====== The data

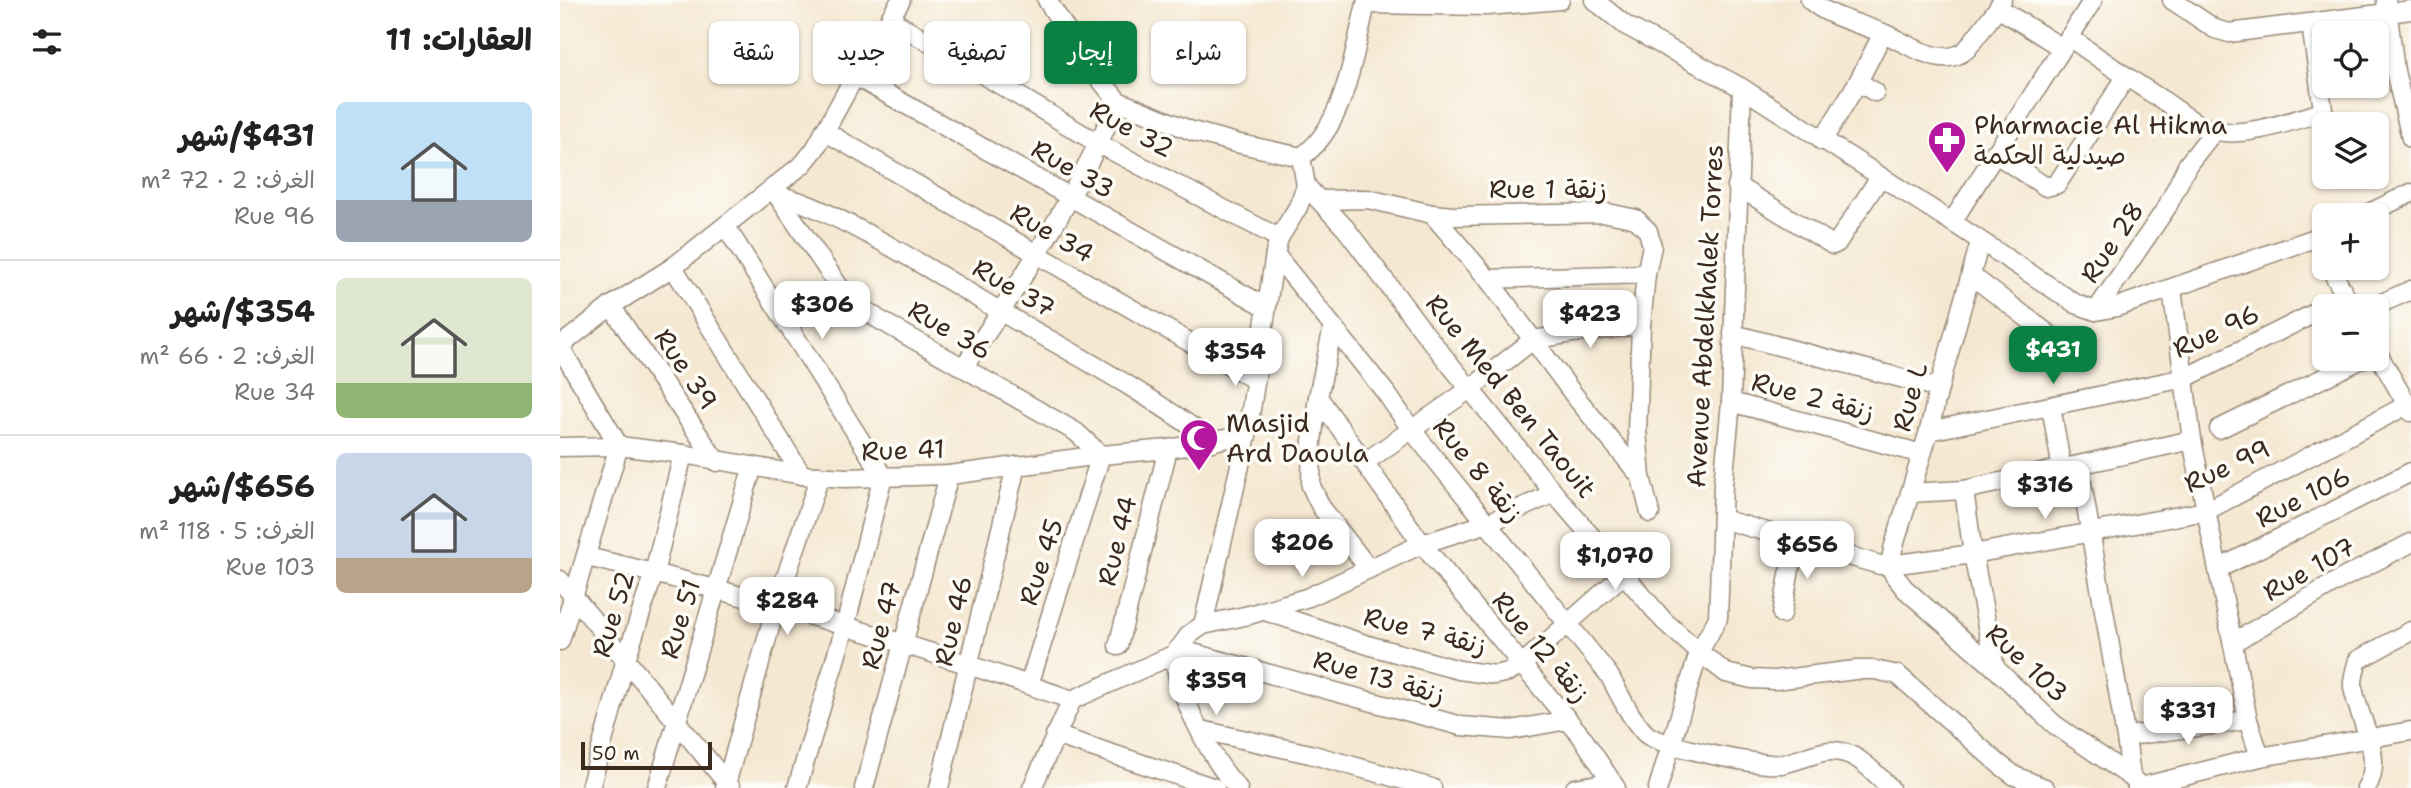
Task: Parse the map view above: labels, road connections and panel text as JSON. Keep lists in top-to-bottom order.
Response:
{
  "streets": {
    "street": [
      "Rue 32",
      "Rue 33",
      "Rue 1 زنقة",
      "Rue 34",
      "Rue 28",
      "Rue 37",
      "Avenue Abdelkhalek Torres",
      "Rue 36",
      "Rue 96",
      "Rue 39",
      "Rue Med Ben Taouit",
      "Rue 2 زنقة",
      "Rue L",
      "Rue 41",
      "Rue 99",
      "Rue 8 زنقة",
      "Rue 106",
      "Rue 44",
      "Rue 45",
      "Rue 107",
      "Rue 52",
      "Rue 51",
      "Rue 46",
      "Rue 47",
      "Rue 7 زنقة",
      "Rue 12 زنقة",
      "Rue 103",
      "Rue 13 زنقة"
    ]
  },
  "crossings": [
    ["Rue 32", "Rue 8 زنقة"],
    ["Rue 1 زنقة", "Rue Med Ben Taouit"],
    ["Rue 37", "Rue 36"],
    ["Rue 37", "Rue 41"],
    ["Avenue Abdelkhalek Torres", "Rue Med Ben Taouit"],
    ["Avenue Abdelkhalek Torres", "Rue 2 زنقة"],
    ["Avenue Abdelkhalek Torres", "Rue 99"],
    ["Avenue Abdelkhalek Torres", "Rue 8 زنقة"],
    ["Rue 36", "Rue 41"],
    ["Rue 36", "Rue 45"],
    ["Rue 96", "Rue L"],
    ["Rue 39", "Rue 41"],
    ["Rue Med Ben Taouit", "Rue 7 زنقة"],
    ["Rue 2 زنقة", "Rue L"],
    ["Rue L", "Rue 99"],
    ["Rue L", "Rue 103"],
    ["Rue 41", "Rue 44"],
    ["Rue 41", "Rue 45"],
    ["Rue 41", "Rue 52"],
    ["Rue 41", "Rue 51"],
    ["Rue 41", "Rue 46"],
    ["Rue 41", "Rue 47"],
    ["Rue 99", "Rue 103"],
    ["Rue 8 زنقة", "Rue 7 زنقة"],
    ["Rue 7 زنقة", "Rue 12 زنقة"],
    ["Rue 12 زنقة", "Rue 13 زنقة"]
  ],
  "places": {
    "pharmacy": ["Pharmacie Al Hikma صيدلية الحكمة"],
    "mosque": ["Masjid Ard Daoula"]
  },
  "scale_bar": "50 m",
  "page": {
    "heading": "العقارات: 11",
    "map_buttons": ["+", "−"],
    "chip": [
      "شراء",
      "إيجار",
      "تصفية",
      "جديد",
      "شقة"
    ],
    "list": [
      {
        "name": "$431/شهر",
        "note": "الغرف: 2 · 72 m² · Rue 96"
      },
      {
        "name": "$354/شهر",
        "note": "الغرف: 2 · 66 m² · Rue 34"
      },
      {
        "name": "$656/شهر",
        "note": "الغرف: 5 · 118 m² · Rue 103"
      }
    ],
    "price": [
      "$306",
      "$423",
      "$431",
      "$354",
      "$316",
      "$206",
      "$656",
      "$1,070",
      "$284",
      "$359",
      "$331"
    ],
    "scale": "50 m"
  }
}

============
====== The data

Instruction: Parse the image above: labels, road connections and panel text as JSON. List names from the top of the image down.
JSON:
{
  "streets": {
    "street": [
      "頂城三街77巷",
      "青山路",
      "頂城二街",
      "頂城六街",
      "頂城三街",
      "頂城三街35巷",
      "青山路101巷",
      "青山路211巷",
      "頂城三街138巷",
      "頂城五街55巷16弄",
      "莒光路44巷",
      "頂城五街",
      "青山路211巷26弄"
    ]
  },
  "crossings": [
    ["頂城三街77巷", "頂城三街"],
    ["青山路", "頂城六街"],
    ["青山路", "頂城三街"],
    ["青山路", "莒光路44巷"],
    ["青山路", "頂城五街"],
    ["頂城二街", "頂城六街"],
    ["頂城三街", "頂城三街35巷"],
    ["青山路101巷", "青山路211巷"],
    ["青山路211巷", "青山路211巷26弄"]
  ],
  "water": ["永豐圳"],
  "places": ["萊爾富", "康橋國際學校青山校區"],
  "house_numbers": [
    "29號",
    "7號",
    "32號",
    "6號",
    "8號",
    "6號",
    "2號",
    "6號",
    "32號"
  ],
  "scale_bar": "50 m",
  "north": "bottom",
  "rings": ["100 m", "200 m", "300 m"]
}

============
====== The data

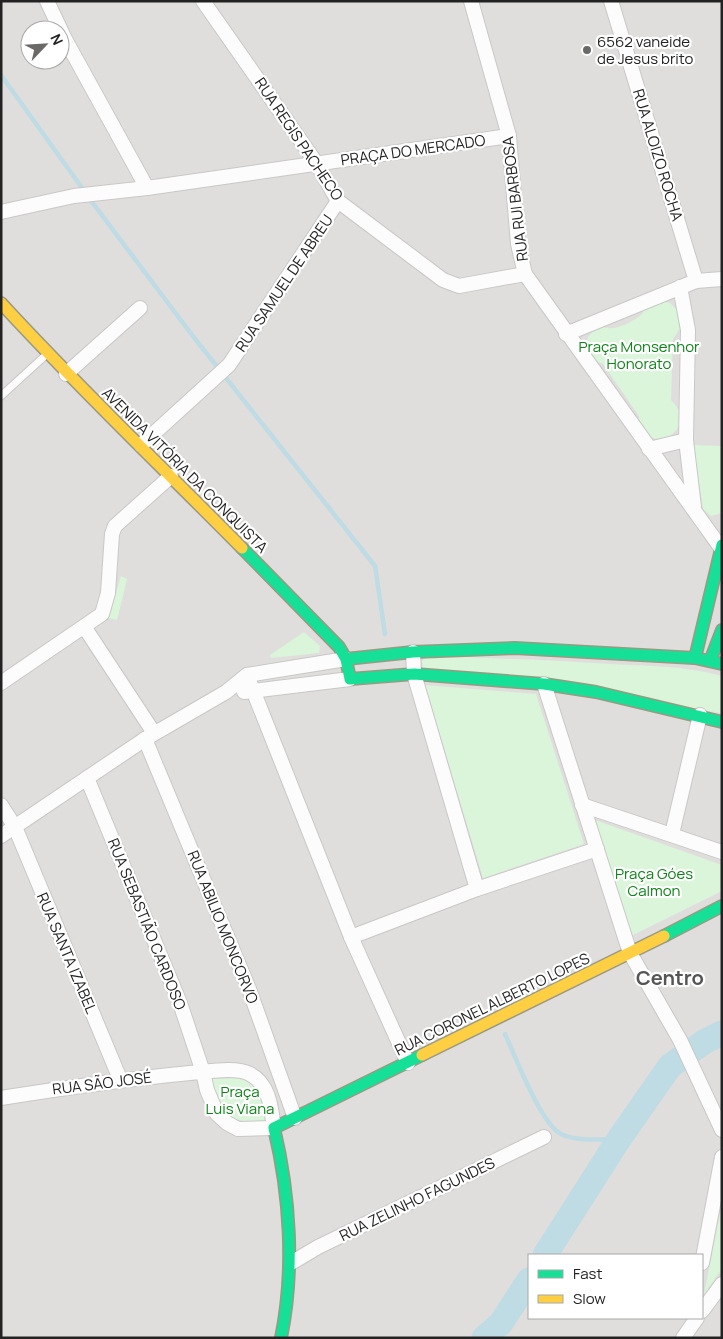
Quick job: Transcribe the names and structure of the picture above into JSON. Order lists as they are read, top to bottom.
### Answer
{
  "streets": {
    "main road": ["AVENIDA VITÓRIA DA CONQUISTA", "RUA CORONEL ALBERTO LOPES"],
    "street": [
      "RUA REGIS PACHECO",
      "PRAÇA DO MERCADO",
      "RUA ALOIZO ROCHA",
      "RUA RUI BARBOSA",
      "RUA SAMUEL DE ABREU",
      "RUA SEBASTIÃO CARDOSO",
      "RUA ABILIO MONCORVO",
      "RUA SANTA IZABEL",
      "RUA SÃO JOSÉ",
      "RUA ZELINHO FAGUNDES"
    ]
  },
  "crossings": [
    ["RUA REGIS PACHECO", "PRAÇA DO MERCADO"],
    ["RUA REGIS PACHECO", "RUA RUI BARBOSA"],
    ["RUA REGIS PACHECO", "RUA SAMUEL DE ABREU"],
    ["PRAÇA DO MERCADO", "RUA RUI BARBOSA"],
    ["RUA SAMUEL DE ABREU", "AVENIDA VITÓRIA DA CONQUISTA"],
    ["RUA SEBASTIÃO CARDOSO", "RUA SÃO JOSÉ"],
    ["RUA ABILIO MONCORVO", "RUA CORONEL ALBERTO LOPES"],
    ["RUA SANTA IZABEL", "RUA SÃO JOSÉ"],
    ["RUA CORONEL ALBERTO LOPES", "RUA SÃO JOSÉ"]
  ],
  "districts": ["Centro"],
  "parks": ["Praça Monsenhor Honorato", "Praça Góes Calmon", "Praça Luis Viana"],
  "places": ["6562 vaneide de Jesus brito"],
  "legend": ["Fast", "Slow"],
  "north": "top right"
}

============

_Activity_
Using the data above, say how many lines include "CARDOSO". No other reply is needed.

_Exercise output_
2